ELKGROVE AVENUE 8
Jacques Penna
Le Grand Duduche, notre estimé directeur général, avait fini par péter un plomb. Depuis quelques temps, Levy, le président, était toujours sur ses endosses, le gratifiant d'un lot de critiques et d'humiliations publiques. A un point de tension précis entre les deux hommes, un sandow mental avait cédé dans la boite noire du D.G. ; déclenchant une déconnexion interhémisphérique et un dédoublement cérébral
Durant le grand symposium annuel à Montrichard, Duduche avait convoqué tout son staff dans sa chambre d'hôtel. Merguez, tout frais émoulu de l'avion L.A.X-Paris, anesthésié par 12 heures de vol, s'était rendu à l'invitation. Avec stupeur il avait trouvé son boss en train de faire ses besoins (la grosse commission), la porte des vécés grande ouverte.
-Allo ! Merguez, vous m'entendez, avait-il immédiatement crié en voyant le pied-noir et en se collant un rouleau de papier hygiénique sur l'oreille…. Il devait y avoir de la friture sur la ligne, car des bruits de débourrade intense parasitaient ses paroles.
Voilà qu'il se croyait au téléphone. Confondre une chiotte et une cabine téléphonique est un signe qui ne trompe pas et qui laisse présumer de l'étendue des dégâts mentaux dont souffrait le sujet en cause.
Je faisais la grimace et me plaçais au point le plus éloigné de la chambre car ça ne sentait pas la rose.
Il n'en avait fallu pas plus à la mère Duduche, une grande bourgeoise flétrie et pédante, pour faire interner son bonhomme.
-Dans notre monde, les fous vont à l'asile ! Avait-elle martelé à qui voulait l'entendre…
J'allais lui dire que dans celui d'Adolph, ils allaient direct au crématoire, mais je refreinais cette envie de provoquer. Duduche avait été mon ami et j'avais de la peine pour lui.
Levy, qui ne faisait confiance à personne, repris la fonction et s'installa dans le bureau du pauvre Duduche, au dernier étage de l'immeuble Beaubourg, siège social du labo.
Doillon me fit venir dans son bureau.
-Tu vas voir ! Me dit-il un sourire narquois aux commissures des lèvres.
Curieux, je le rejoignais.
-Regarde ! Me dit-il en entrouvrant sa porte.
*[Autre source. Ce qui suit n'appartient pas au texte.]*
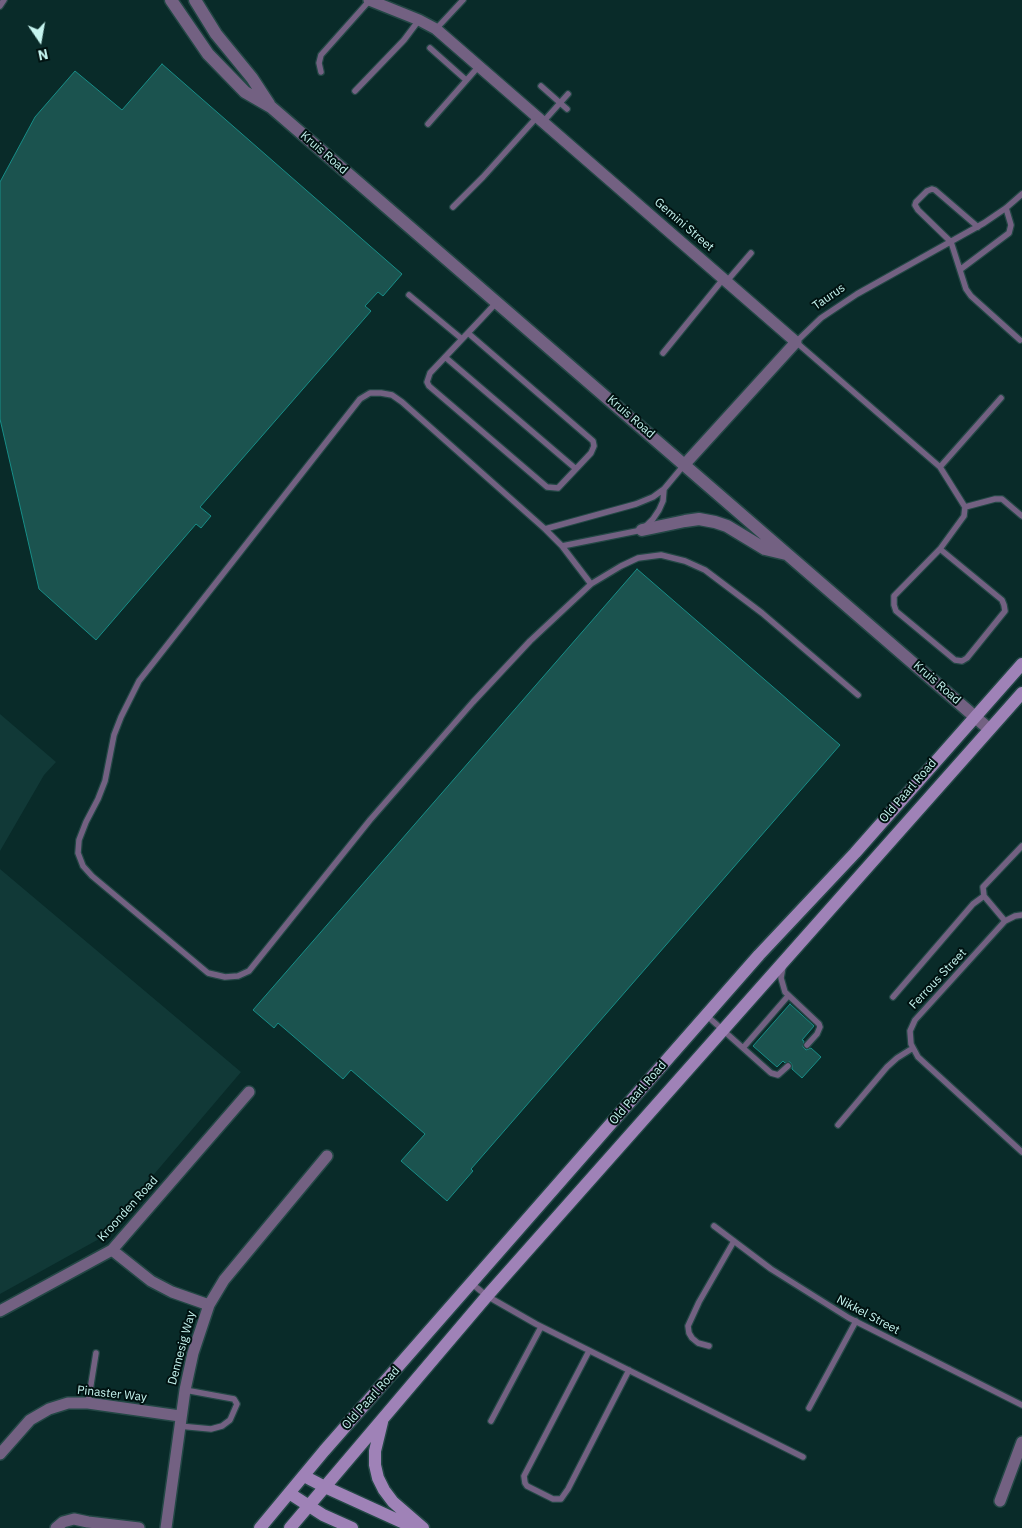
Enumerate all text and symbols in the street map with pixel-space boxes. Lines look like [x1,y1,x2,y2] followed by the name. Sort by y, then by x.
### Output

L'immeuble comptait cinq étages. Doillon était au troisième. Deux escaliers menaient aux étages, l'un devant, l'autre derrière. Le bureau de Doillon, qui auparavant avait été celui de Merguez, jouxtait celui du Docteur Toto, le directeur médical du labo, qui nous honorait de sa présence une fois par semaine, le jeudi.
Ce jour-là, il convoquait ses maîtresses, et c'était un défilé de mode incessant, les heureuses élus venant le retrouver en empruntant l'escalier de derrière. Le palier sentait la cocotte, le bureau de Toto, le musc et les crustacés pas frais, quant à nous c'est le fou rire que nous sentions monter dans nos zygomatiques.
-Je connais ça ! Dis-je à Doillon.
-Et ça tu connais ?
Il dévoila dans le mur un œilleton qui avait été creusé à même la paroi par Merguez du temps où il occupait les lieux. Et par ce judas on pouvait visionner les bacchanales infernales qui se passaient de l'autre côté du mur.
-C'est pas un labo, c'est un lupanar et un asile de fou ! Commentais-je tout haut en regardant le bon docteur chevaucher sa conquête d'un instant, une bourgeoise B.C.B.G, comme il les aimait et qui devait faire partie de son cheptel de patiente.
-« A dada sur mon bidet, à dada prout-prout cadet », se mit à chanter Doillon en se rinçant l'œil à son tour.